Hello, I'm new here and new to archery. I've shot a couple of my buddies bows and they were all hoyts. I liked the feel of them but I feel they are are out of my price range. I'm looking for a solid bow for around 400 dollars with a package. Or if you guys could suggest a bare bow I could get with money left over get the the essentials. Here in Northwest Iowa there aren't really any shops I can go to shoot different models. I like the look of the bear line. I will most likely be trying to find everything on ebay. If its possible I would like to find one that is quite and has some speed. This will probably be just a hunting bow since I'm just getting started but if I get good and like the sport I might try to get into some competitive shoots.

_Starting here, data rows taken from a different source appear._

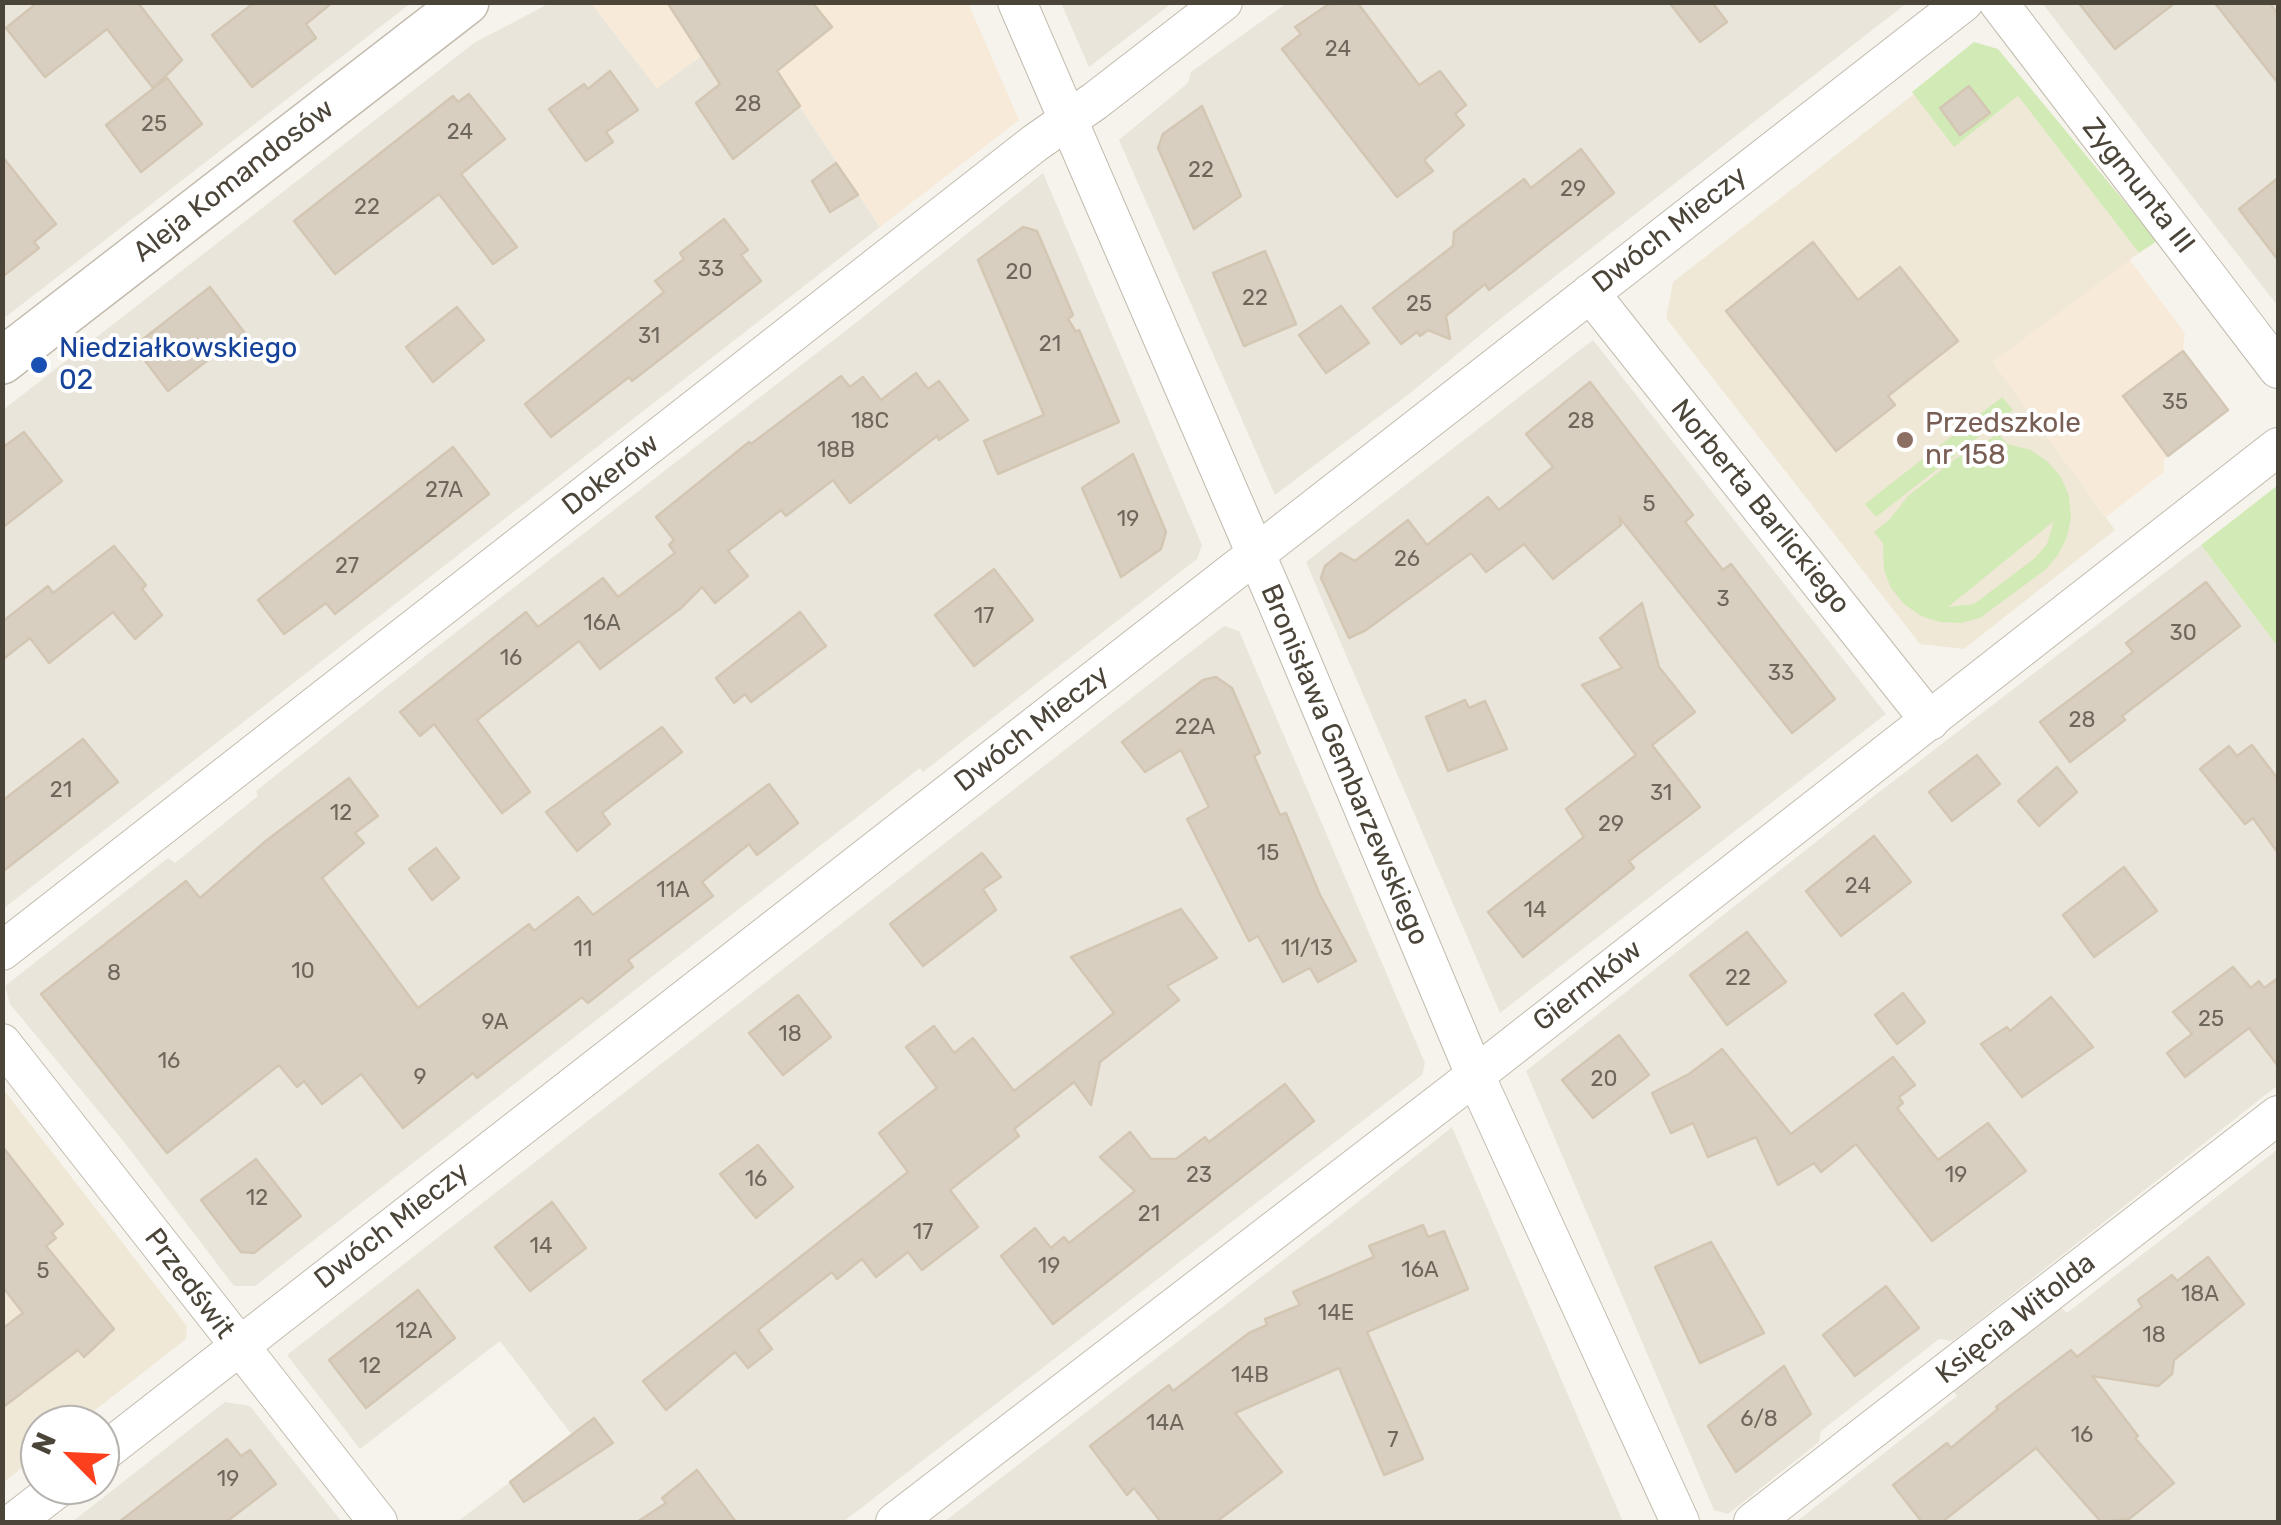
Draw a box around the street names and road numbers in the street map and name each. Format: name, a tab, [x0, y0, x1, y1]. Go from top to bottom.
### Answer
street label: Aleja Komandosów	[127, 92, 341, 270]
street label: Zygmunta III	[2075, 112, 2201, 260]
street label: Dwóch Mieczy	[1586, 159, 1754, 301]
street label: Norberta Barlickiego	[1663, 393, 1857, 621]
street label: Dokerów	[556, 427, 666, 523]
street label: Bronisława Gembarzewskiego	[1253, 580, 1435, 950]
street label: Dwóch Mieczy	[948, 658, 1116, 800]
street label: Giermków	[1527, 933, 1649, 1039]
street label: Dwóch Mieczy	[308, 1155, 476, 1297]
street label: Przedświt	[137, 1222, 241, 1346]
street label: Księcia Witolda	[1930, 1246, 2102, 1392]

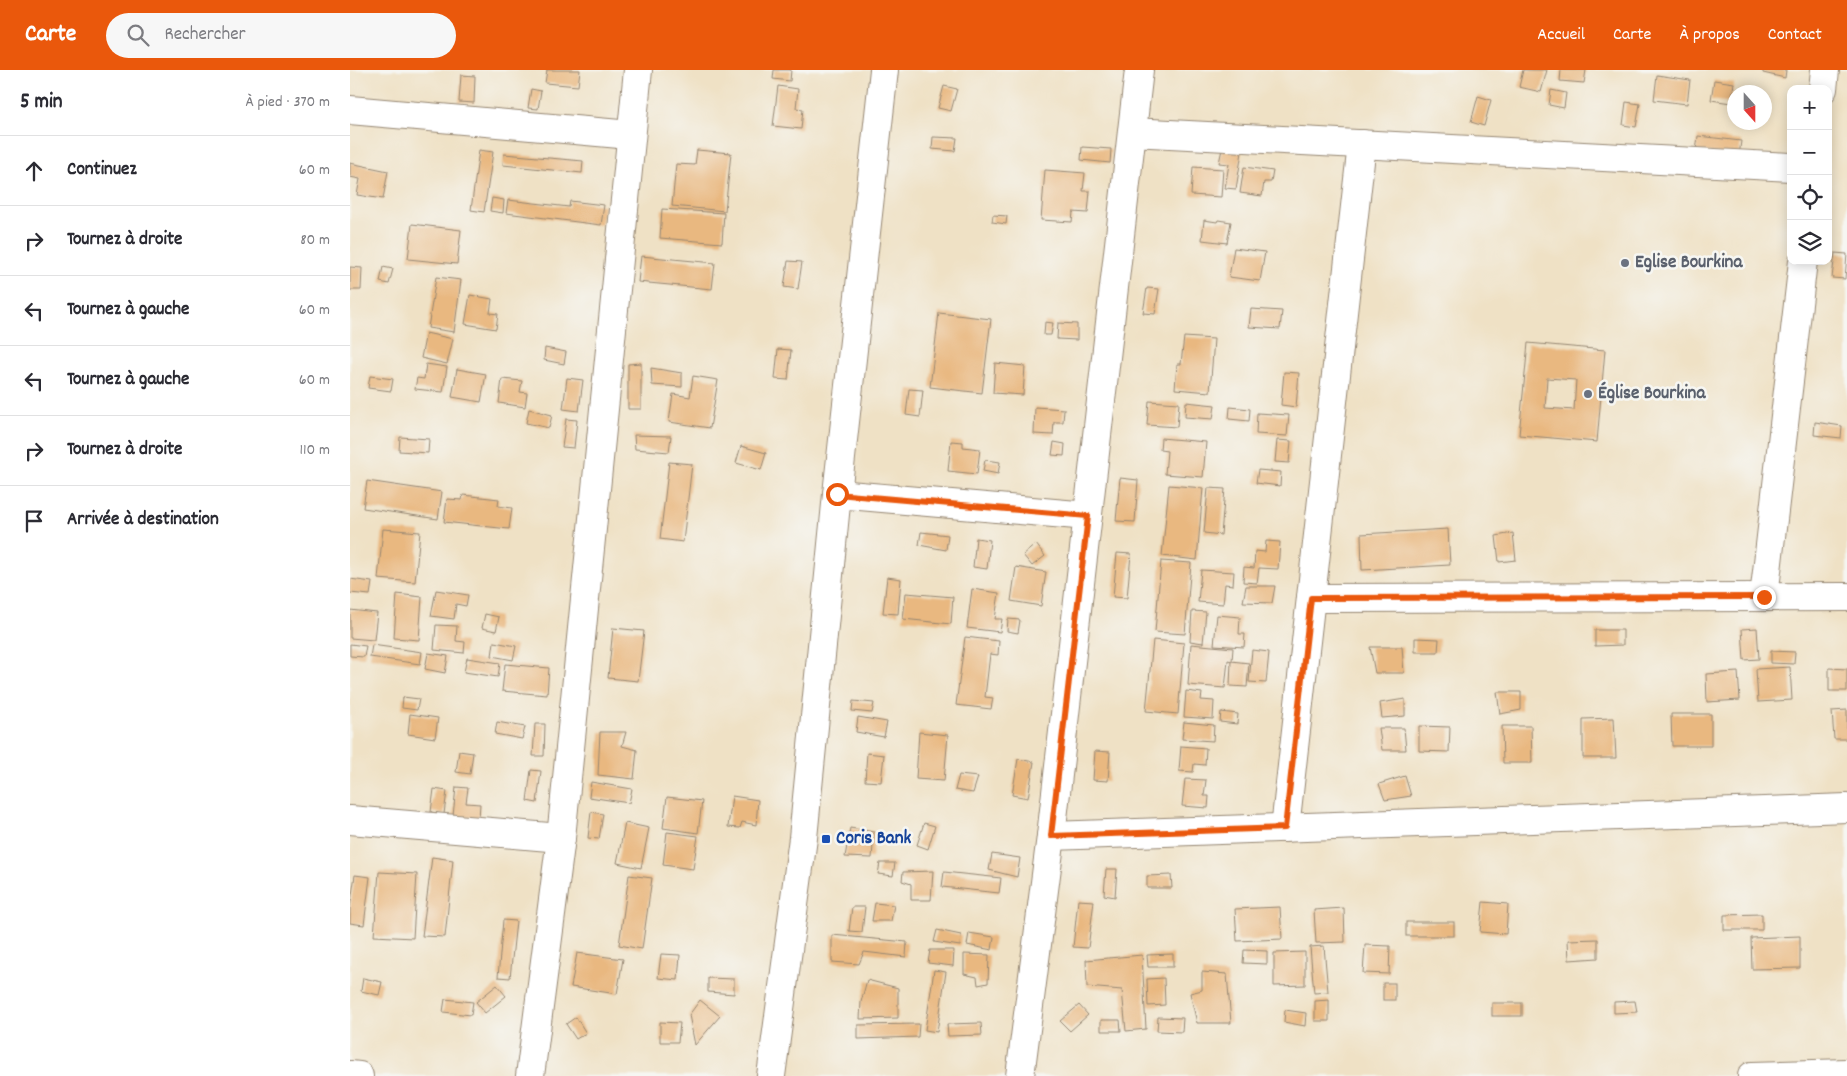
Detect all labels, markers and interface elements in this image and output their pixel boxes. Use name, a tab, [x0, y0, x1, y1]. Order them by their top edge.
search box	[106, 13, 456, 58]
text: Carte	[25, 18, 76, 52]
icon: search	[124, 21, 152, 49]
text: Rechercher	[164, 22, 246, 49]
text: Accueil	[1537, 23, 1585, 48]
text: Carte	[1613, 23, 1652, 48]
text: À propos	[1680, 23, 1740, 48]
text: Contact	[1768, 23, 1822, 48]
north arrow	[1727, 85, 1772, 130]
map controls	[1787, 85, 1832, 265]
button: +	[1787, 85, 1832, 130]
text: 5 min	[20, 88, 63, 118]
text: À pied · 370 m	[246, 91, 330, 114]
button: −	[1787, 130, 1832, 175]
icon: ahead	[20, 157, 48, 185]
text: Continuez	[67, 157, 137, 184]
text: 60 m	[299, 159, 330, 182]
button: locate	[1787, 175, 1832, 220]
button: layers	[1787, 220, 1832, 265]
icon: right	[20, 227, 48, 255]
text: Tournez à droite	[67, 227, 182, 254]
text: 80 m	[300, 229, 330, 252]
place label: Eglise Bourkina	[1635, 250, 1743, 277]
marker: Eglise Bourkina	[1619, 257, 1631, 269]
icon: left	[20, 297, 48, 325]
text: Tournez à gauche	[67, 297, 189, 324]
text: 60 m	[299, 299, 330, 322]
icon: left	[20, 367, 48, 395]
text: Tournez à gauche	[67, 367, 189, 394]
text: 60 m	[299, 369, 330, 392]
place label: Église Bourkina	[1598, 381, 1706, 408]
marker: Église Bourkina	[1582, 388, 1594, 400]
icon: right	[20, 437, 48, 465]
text: Tournez à droite	[67, 437, 182, 464]
text: 110 m	[300, 439, 330, 462]
route start	[826, 483, 849, 506]
icon: arrive	[20, 507, 48, 535]
text: Arrivée à destination	[67, 507, 219, 534]
route end	[1753, 586, 1776, 609]
place label: Coris Bank	[836, 826, 911, 853]
marker: Coris Bank	[820, 833, 832, 845]

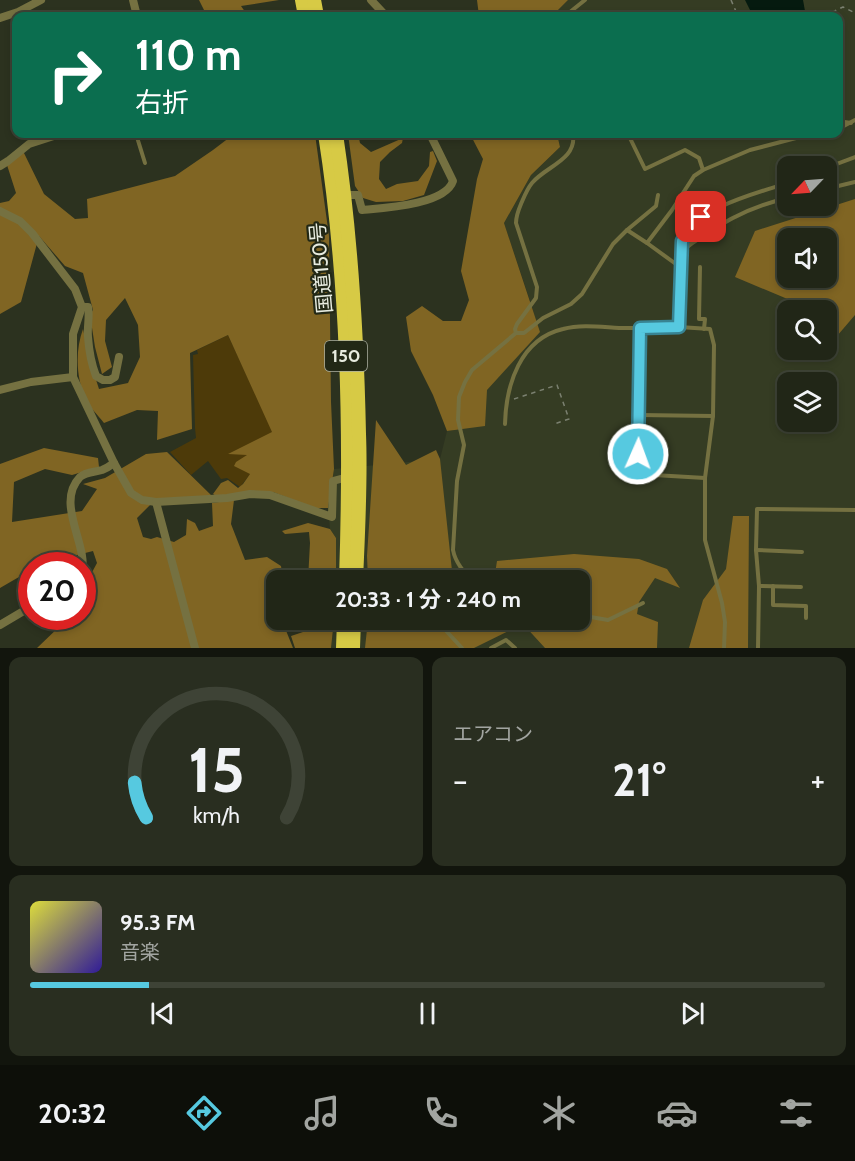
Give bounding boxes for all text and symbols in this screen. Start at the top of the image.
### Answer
text: 110 m [135,29,242,81]
icon: right [36,36,114,114]
text: 右折 [135,86,189,119]
north arrow [777,156,837,216]
map controls [777,156,837,432]
pin [675,191,726,242]
icon: arrive [684,200,717,233]
street label: 国道150号 [305,221,337,315]
button: sound [777,228,837,288]
button: search [777,300,837,360]
road number: 150 [325,341,367,371]
button: layers [777,372,837,432]
position arrow [606,422,670,486]
speed limit sign: 20 [18,552,96,630]
text: 20:33 · 1 分 · 240 m [335,586,521,613]
text: エアコン [453,722,533,746]
text: 15 [188,732,244,808]
text: 21° [612,753,666,807]
text: − [453,760,468,800]
text: + [810,760,825,800]
text: km/h [193,803,239,829]
text: 95.3 FM [120,909,195,936]
text: 音楽 [120,940,160,964]
icon: previous [146,997,179,1030]
icon: pause [411,997,444,1030]
icon: next [676,997,709,1030]
icon: directions [183,1092,225,1134]
icon: music [301,1092,343,1134]
icon: phone [420,1092,462,1134]
icon: climate [538,1092,580,1134]
icon: car [656,1092,698,1134]
icon: filters [775,1092,817,1134]
text: 20:32 [38,1097,106,1130]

Hopefully you guys can help a newbie out and give me some ideas what to look for. Thanks a lot for the help! Have a good day!


----------



## RonnieB54 (Jun 15, 2009)

Martin makes a nice bow you can pick up for around $400. They have a smooth draw and are just as fast as your high end bows like Hoyt. Look ino a Martin Moab great shooting bow you can't go wrong with one of these. If this is going to be your first bow make sure you go to a dealer to get your draw length measured first, this is very important.


----------



## NWIA (Jul 30, 2009)

I've been looking at those Martins. Look nice. My uncle shoots a AR and loves it. I've found some good deals around for those with everything on it. I found some information about using your wingspan and dividing by 2.5. I heard that is pretty acurate. If I can't get to a dealer before I find a deal I will just go by that number. Thanks for the opinion on the Martins. I'm looking into those more than the Bear line now.


----------



## timpat92855 (Aug 18, 2008)

Might look at a Rock by Diamond. Its alot of bow for $400.


----------



## Rhody Hunter (Jul 14, 2008)

look at some used bows. sometimes there are some good deals


----------